**What you should do**
Although pictures appear in the data, the answer should contain only the lines from its start through the line with "height:10px; margin:-5px; padding:0", written out exactly.

**Records supplied**
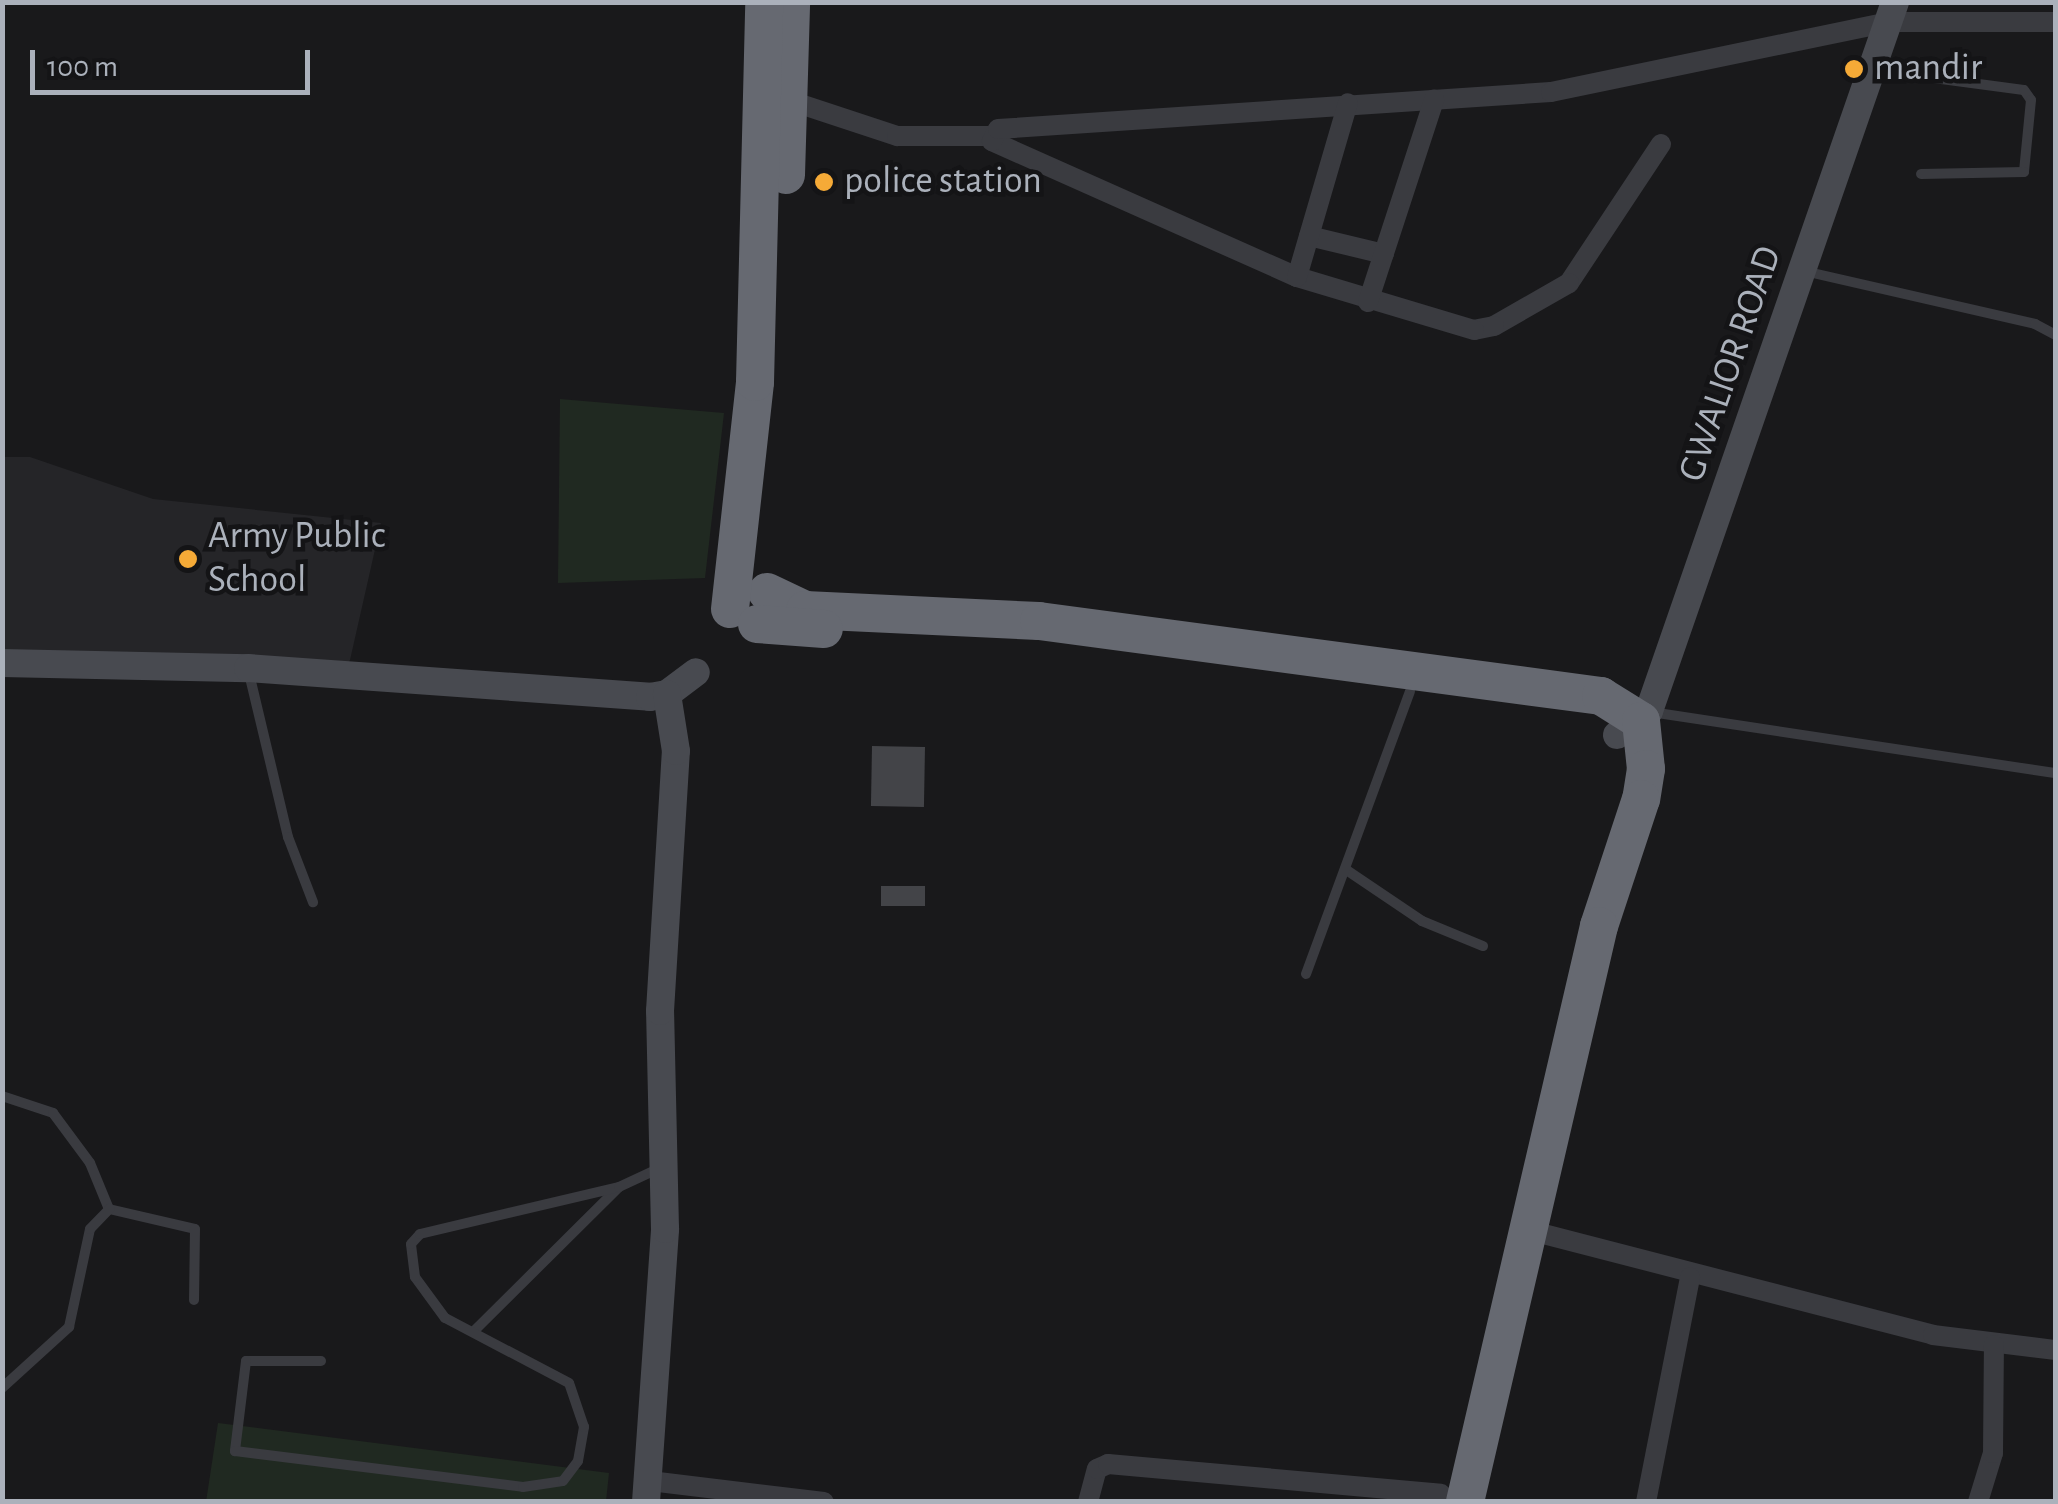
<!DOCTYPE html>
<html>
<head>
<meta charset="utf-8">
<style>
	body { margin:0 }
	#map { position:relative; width:2058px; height:1504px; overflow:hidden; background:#19191b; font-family:"Alegreya Sans",sans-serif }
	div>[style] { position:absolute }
	.built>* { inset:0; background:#252528 }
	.green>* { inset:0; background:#202921 }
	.building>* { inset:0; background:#434448; transform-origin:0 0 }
	.lane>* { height:10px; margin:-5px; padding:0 5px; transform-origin:5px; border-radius:5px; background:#3a3b40 }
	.street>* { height:20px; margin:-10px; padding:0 10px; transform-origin:10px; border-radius:10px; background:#3a3b40 }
	.secondary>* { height:28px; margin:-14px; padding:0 14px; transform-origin:14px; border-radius:14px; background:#484a50 }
	.highway>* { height:38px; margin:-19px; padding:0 19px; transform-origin:19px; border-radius:19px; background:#666971 }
	.dots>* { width:28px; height:28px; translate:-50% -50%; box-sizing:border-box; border:5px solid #141416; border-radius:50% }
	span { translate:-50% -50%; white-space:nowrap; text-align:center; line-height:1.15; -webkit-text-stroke:9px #141416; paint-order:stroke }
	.poi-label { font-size:38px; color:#abb1bb }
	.left { translate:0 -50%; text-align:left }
	.street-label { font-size:38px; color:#abb1bb }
	.frame { position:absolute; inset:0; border:5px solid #abb1bb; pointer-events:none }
	.scale { position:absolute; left:30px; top:50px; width:280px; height:45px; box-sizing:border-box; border:5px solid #abb1bb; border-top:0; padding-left:12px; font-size:30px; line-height:35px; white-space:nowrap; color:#abb1bb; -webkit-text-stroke:8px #141416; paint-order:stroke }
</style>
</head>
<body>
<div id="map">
	<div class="built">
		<div style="clip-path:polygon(3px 457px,30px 457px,153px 499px,381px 523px,350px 660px,344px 670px,3px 657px)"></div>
	</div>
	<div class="green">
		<div style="clip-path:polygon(560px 399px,724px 413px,705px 578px,558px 583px)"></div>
		<div style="clip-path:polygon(218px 1423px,609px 1473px,606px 1501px,206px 1502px)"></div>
	</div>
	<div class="building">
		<div style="left:872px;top:746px;width:53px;height:60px;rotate:1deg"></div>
		<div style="left:925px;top:886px;width:20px;height:44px;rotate:90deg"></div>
	</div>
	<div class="lane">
		<div style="left:1874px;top:70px;width:151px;rotate:7.6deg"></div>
		<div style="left:2024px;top:90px;width:12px;rotate:55deg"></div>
		<div style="left:2031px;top:100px;width:72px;rotate:95.6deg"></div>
		<div style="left:2024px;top:172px;width:103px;rotate:178.9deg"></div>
		<div style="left:1804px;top:271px;width:237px;rotate:12.9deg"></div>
		<div style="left:2035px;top:324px;width:24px;rotate:28deg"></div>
		<div style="left:248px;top:669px;width:173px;rotate:76.6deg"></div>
		<div style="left:288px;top:837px;width:70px;rotate:69deg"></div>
		<div style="left:1651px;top:712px;width:410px;rotate:8.6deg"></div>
		<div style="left:1345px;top:869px;width:93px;rotate:34deg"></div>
		<div style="left:1422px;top:921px;width:66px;rotate:22.3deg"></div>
		<div style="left:1306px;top:974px;width:301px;rotate:-69.8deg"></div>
		<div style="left:2px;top:1096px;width:54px;rotate:18.4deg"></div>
		<div style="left:53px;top:1113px;width:62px;rotate:53.5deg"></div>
		<div style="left:90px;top:1163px;width:50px;rotate:67.6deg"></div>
		<div style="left:109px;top:1209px;width:88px;rotate:13.1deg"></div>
		<div style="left:195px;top:1229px;width:71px;rotate:90.8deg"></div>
		<div style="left:475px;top:1330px;width:202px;rotate:-44.8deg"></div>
		<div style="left:321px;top:1361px;width:75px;rotate:180deg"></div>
		<div style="left:246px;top:1361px;width:91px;rotate:97deg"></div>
		<div style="left:235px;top:1451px;width:290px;rotate:7.1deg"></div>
		<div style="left:523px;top:1487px;width:40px;rotate:-8.5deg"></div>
		<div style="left:563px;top:1481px;width:25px;rotate:-53deg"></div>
		<div style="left:578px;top:1461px;width:35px;rotate:-80deg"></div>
		<div style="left:584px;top:1427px;width:46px;rotate:-108.8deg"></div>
		<div style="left:569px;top:1383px;width:140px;rotate:-152.3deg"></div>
		<div style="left:445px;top:1318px;width:51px;rotate:-126.2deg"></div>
		<div style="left:415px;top:1277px;width:33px;rotate:-97deg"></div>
		<div style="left:411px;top:1244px;width:13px;rotate:-48deg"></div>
		<div style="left:420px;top:1234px;width:204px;rotate:-13.3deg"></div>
		<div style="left:619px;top:1187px;width:45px;rotate:-24.9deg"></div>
		<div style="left:2px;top:1388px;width:91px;rotate:-42.3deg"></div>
		<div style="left:69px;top:1327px;width:100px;rotate:-77.9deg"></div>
		<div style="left:90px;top:1229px;width:28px;rotate:-46deg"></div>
	</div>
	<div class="street">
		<div style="left:788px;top:100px;width:115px;rotate:18.3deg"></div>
		<div style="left:897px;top:136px;width:96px"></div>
		<div style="left:1661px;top:144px;width:167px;rotate:123.5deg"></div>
		<div style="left:1569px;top:283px;width:86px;rotate:150.2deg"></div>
		<div style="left:1494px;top:326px;width:20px;rotate:169deg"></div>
		<div style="left:1474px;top:330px;width:185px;rotate:-163.3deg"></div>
		<div style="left:1297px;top:277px;width:334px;rotate:-156deg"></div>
		<div style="left:992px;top:141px;width:13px;rotate:-63deg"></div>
		<div style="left:998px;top:129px;width:554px;rotate:-3.83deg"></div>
		<div style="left:1551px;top:92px;width:346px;rotate:-11.7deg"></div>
		<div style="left:1890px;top:22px;width:166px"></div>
		<div style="left:1309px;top:236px;width:77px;rotate:13.5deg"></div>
		<div style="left:1297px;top:277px;width:181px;rotate:-73.7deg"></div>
		<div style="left:1368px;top:302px;width:213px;rotate:-71.9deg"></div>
		<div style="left:1528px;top:1230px;width:418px;rotate:14.5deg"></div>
		<div style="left:1933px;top:1335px;width:124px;rotate:7deg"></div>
		<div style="left:650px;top:1481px;width:175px;rotate:6.9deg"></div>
		<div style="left:1088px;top:1502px;width:34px;rotate:-75deg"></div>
		<div style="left:1097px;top:1469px;width:12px;rotate:-24deg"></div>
		<div style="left:1108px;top:1464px;width:334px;rotate:5.1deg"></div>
		<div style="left:1646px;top:1502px;width:229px;rotate:-78.9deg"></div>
		<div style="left:1978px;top:1502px;width:51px;rotate:-73deg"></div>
		<div style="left:1993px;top:1453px;width:108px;rotate:-89.5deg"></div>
	</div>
	<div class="secondary">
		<div style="left:2px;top:663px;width:246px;rotate:1.2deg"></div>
		<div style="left:248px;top:668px;width:403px;rotate:4.1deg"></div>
		<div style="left:650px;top:697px;width:17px;rotate:-10deg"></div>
		<div style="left:667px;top:694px;width:36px;rotate:-37deg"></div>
		<div style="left:1617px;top:735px;width:40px;rotate:-37deg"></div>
		<div style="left:1649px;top:711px;width:750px;rotate:-70.86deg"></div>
		<div style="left:646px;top:1502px;width:274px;rotate:-86deg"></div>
		<div style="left:665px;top:1229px;width:218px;rotate:-91.3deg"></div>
		<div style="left:660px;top:1011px;width:260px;rotate:-86.5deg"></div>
		<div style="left:676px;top:751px;width:58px;rotate:-99deg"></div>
	</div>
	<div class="highway">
		<div style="left:786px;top:175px;width:173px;rotate:-88.3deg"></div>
		<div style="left:767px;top:592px;width:42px;rotate:25.3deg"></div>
		<div style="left:805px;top:610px;width:234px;rotate:2.7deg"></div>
		<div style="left:1039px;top:621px;width:567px;rotate:7.6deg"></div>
		<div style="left:1601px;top:696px;width:47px;rotate:32deg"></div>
		<div style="left:1641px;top:721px;width:48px;rotate:84.1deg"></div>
		<div style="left:1646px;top:769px;width:30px;rotate:99deg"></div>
		<div style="left:1641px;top:799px;width:134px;rotate:108.3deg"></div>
		<div style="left:1599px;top:926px;width:591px;rotate:103.1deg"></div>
		<div style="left:730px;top:609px;width:228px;rotate:-83.7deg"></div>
		<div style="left:755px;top:382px;width:380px;rotate:-88.6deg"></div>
		<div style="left:757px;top:624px;width:67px;rotate:4.3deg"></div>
	</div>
	<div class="dots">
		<div style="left:1854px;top:69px;background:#f5aa37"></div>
		<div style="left:824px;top:182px;background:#f5aa37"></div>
		<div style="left:188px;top:559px;background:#f5aa37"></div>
	</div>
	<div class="poi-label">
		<span class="left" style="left:1874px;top:69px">mandir</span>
		<span class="left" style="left:844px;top:182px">police station</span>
		<span class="left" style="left:208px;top:559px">Army Public<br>School</span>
	</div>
	<div class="street-label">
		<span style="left:1731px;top:364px;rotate:-71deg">GWALIOR ROAD</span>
	</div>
	<div class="frame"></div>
	<div class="scale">100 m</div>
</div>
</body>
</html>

**Solution for this task**
<!DOCTYPE html>
<html>
<head>
<meta charset="utf-8">
<style>
	body { margin:0 }
	#map { position:relative; width:2058px; height:1504px; overflow:hidden; background:#19191b; font-family:"Alegreya Sans",sans-serif }
	div>[style] { position:absolute }
	.built>* { inset:0; background:#252528 }
	.green>* { inset:0; background:#202921 }
	.building>* { inset:0; background:#434448; transform-origin:0 0 }
	.lane>* { height:10px; margin:-5px; padding:0 5px; transform-origin:5px; border-radius:5px; background:#3a3b40 }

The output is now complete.